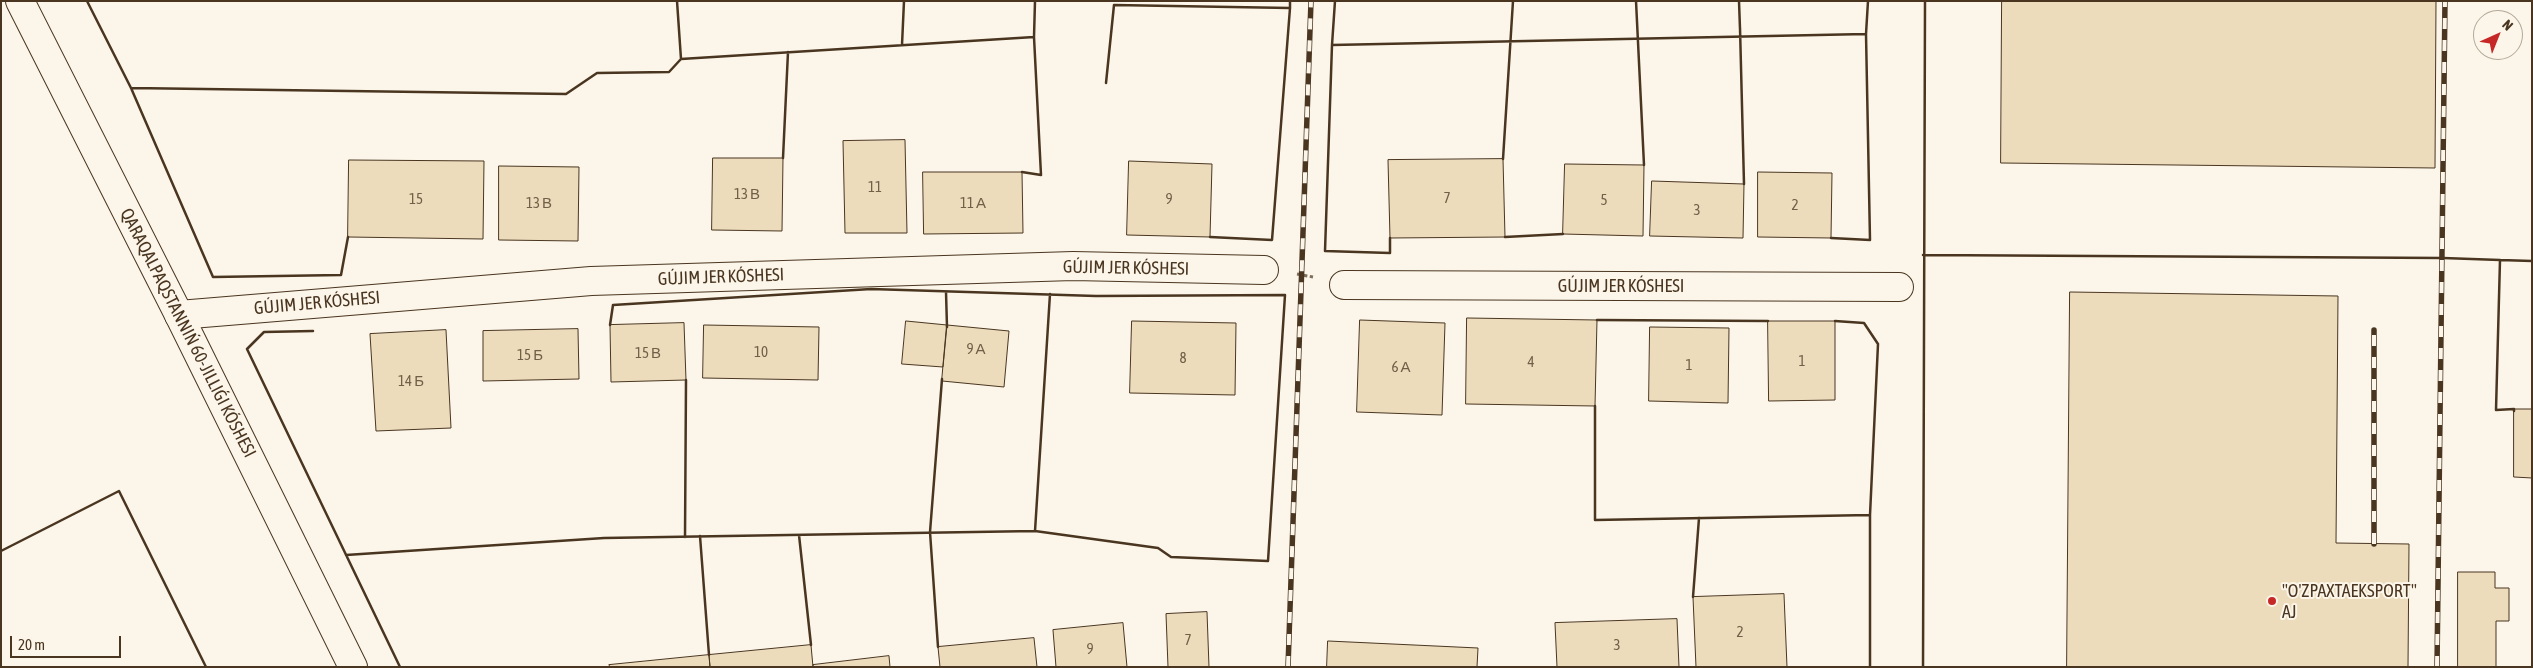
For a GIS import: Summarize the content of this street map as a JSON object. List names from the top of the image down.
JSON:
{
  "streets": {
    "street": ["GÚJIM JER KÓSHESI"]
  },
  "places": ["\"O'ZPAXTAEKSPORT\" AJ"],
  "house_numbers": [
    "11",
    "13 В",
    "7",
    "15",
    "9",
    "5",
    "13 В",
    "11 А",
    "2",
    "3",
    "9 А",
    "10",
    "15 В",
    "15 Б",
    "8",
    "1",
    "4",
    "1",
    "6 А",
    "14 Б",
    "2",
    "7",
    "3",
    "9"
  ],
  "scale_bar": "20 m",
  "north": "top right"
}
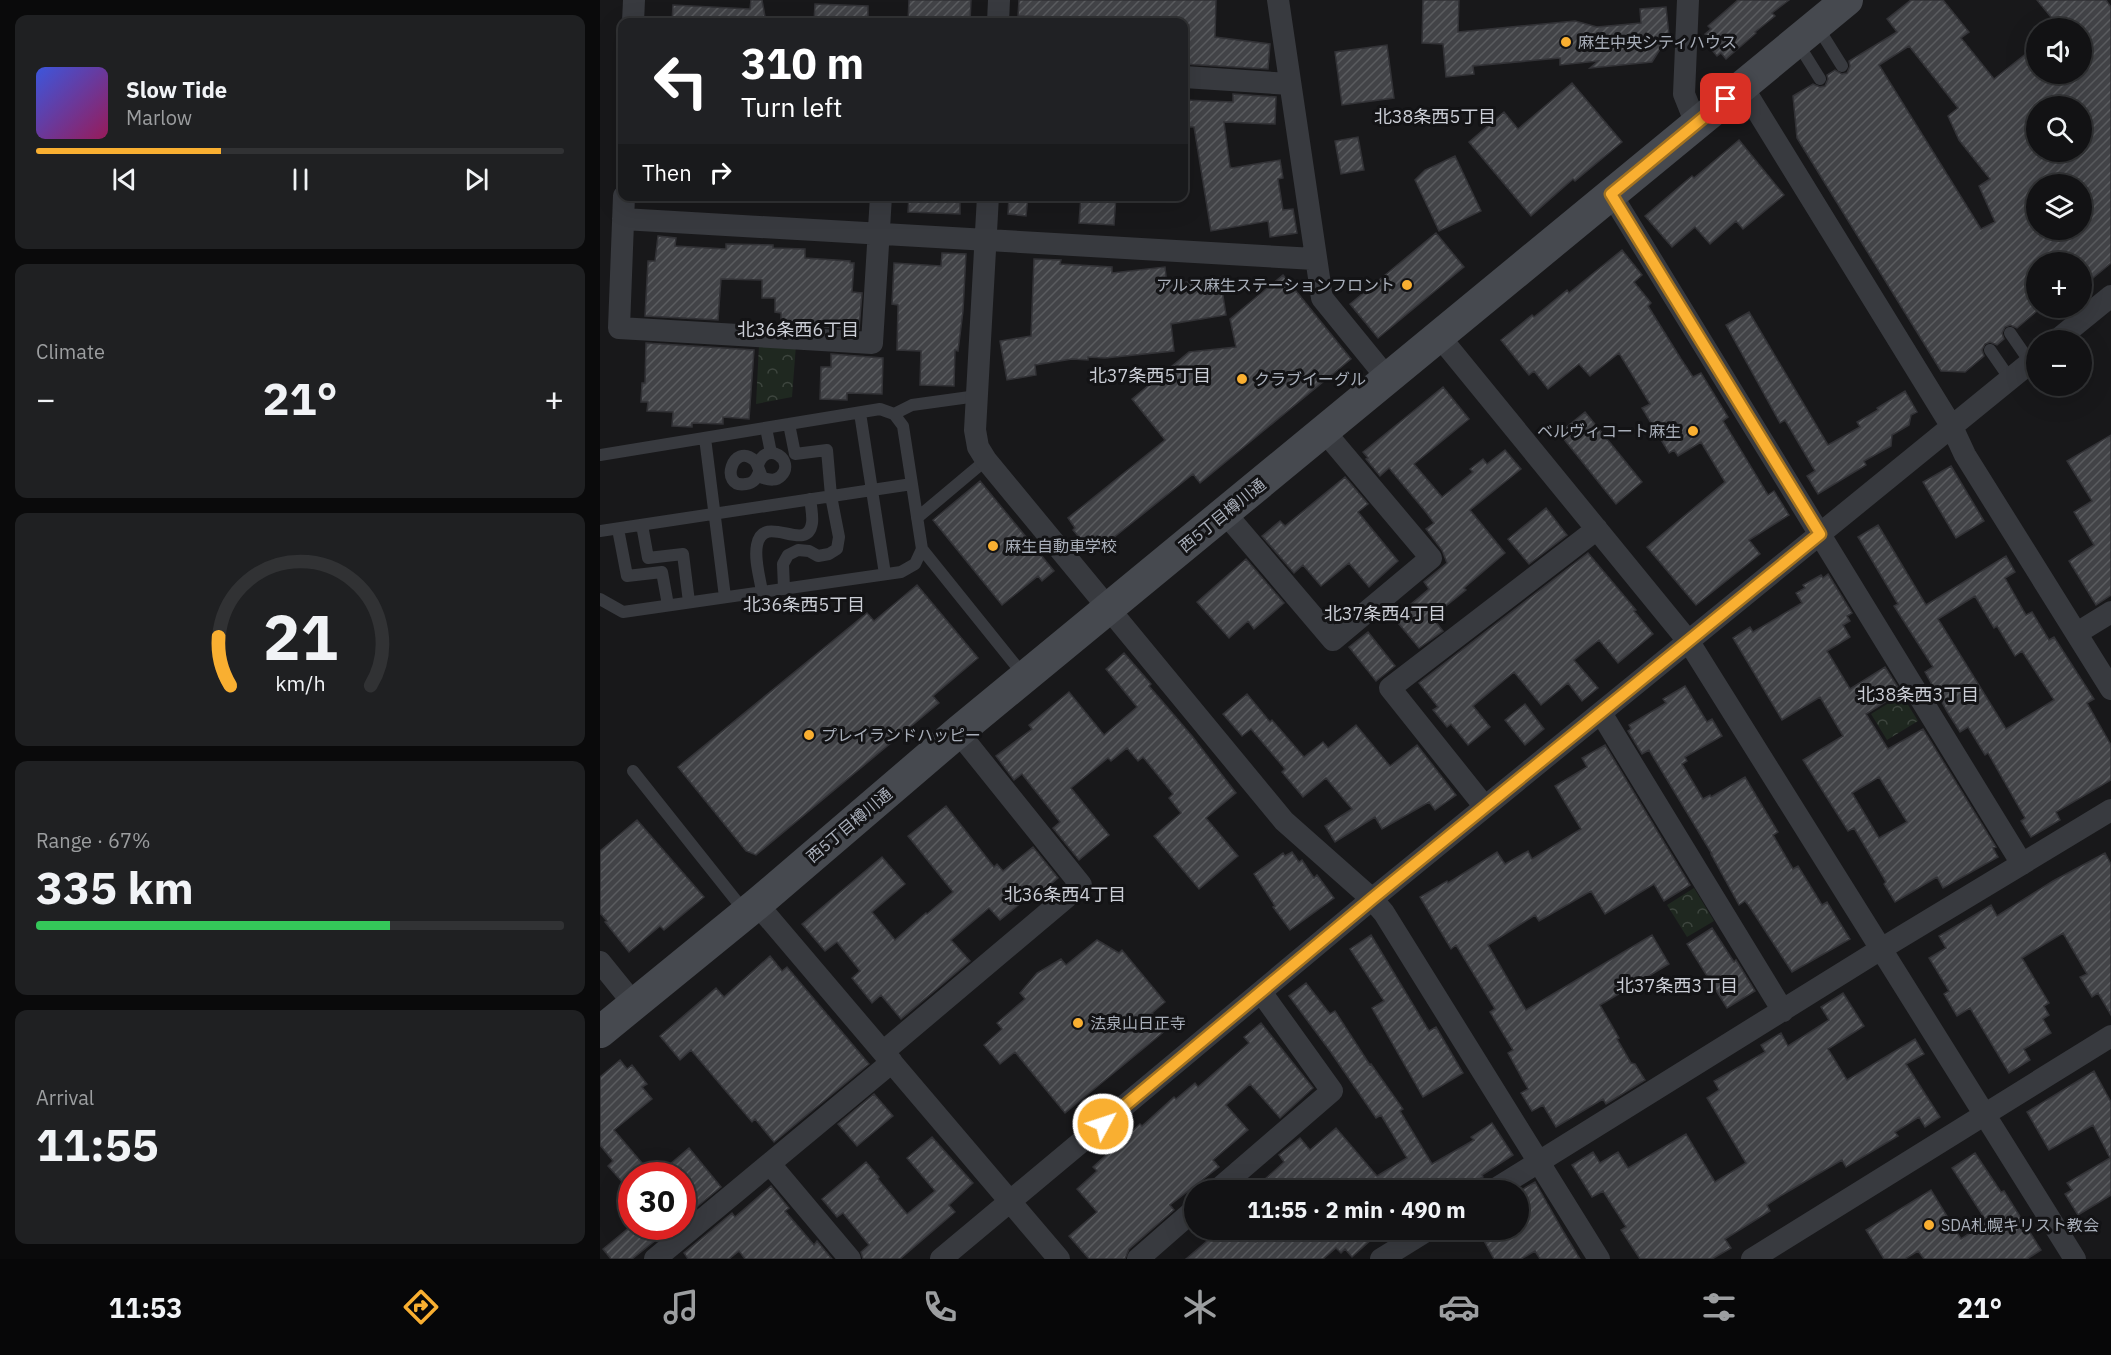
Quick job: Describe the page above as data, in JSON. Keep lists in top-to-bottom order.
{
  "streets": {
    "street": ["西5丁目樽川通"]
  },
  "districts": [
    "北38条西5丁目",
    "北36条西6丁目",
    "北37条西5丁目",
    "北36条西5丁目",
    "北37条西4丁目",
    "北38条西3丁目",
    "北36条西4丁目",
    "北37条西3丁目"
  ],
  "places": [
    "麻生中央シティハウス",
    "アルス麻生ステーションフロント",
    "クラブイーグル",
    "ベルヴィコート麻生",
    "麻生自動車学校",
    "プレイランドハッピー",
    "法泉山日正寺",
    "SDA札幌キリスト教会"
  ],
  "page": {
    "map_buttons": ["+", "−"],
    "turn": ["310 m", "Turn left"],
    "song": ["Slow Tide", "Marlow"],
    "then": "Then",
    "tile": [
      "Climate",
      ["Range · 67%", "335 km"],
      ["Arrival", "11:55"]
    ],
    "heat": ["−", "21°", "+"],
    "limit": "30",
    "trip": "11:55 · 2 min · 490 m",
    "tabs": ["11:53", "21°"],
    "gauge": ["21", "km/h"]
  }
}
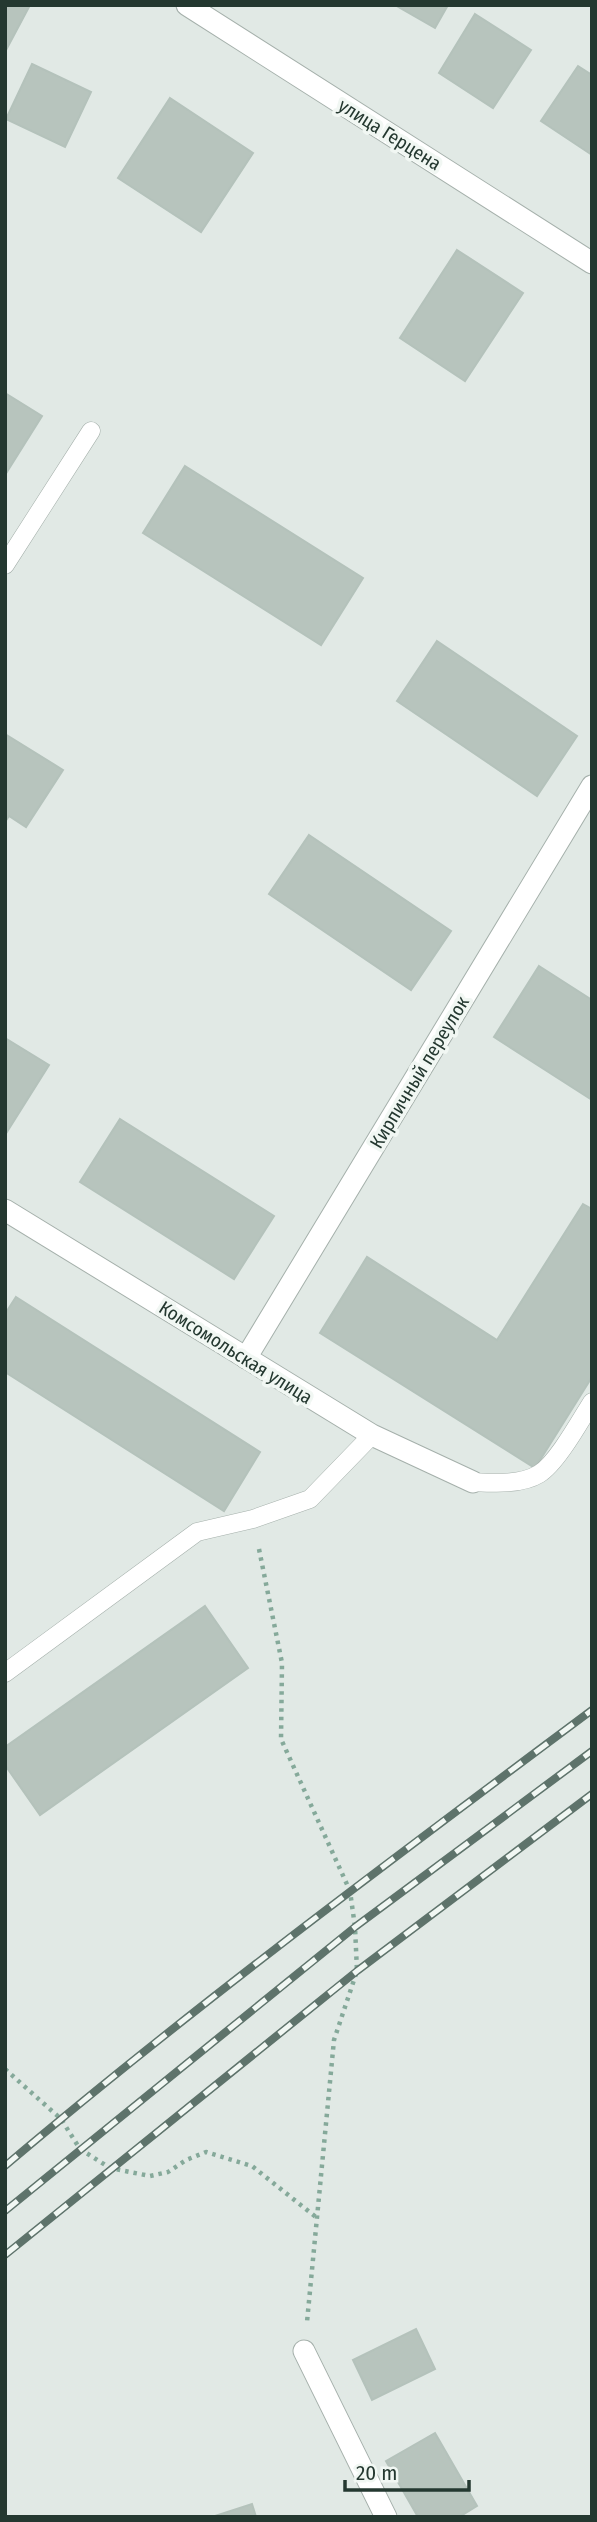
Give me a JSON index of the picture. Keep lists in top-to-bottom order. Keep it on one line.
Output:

========

=== WHAT THE TASK ASKS ===
The expected output is a verbatim retyping of each line from the one with "Give me a JSON" to the end of the listing above, with both end lines kept and nothing added.

=== RESULT ===
Give me a JSON index of the picture. Keep lists in top-to-bottom order. Keep it on one line.
Output:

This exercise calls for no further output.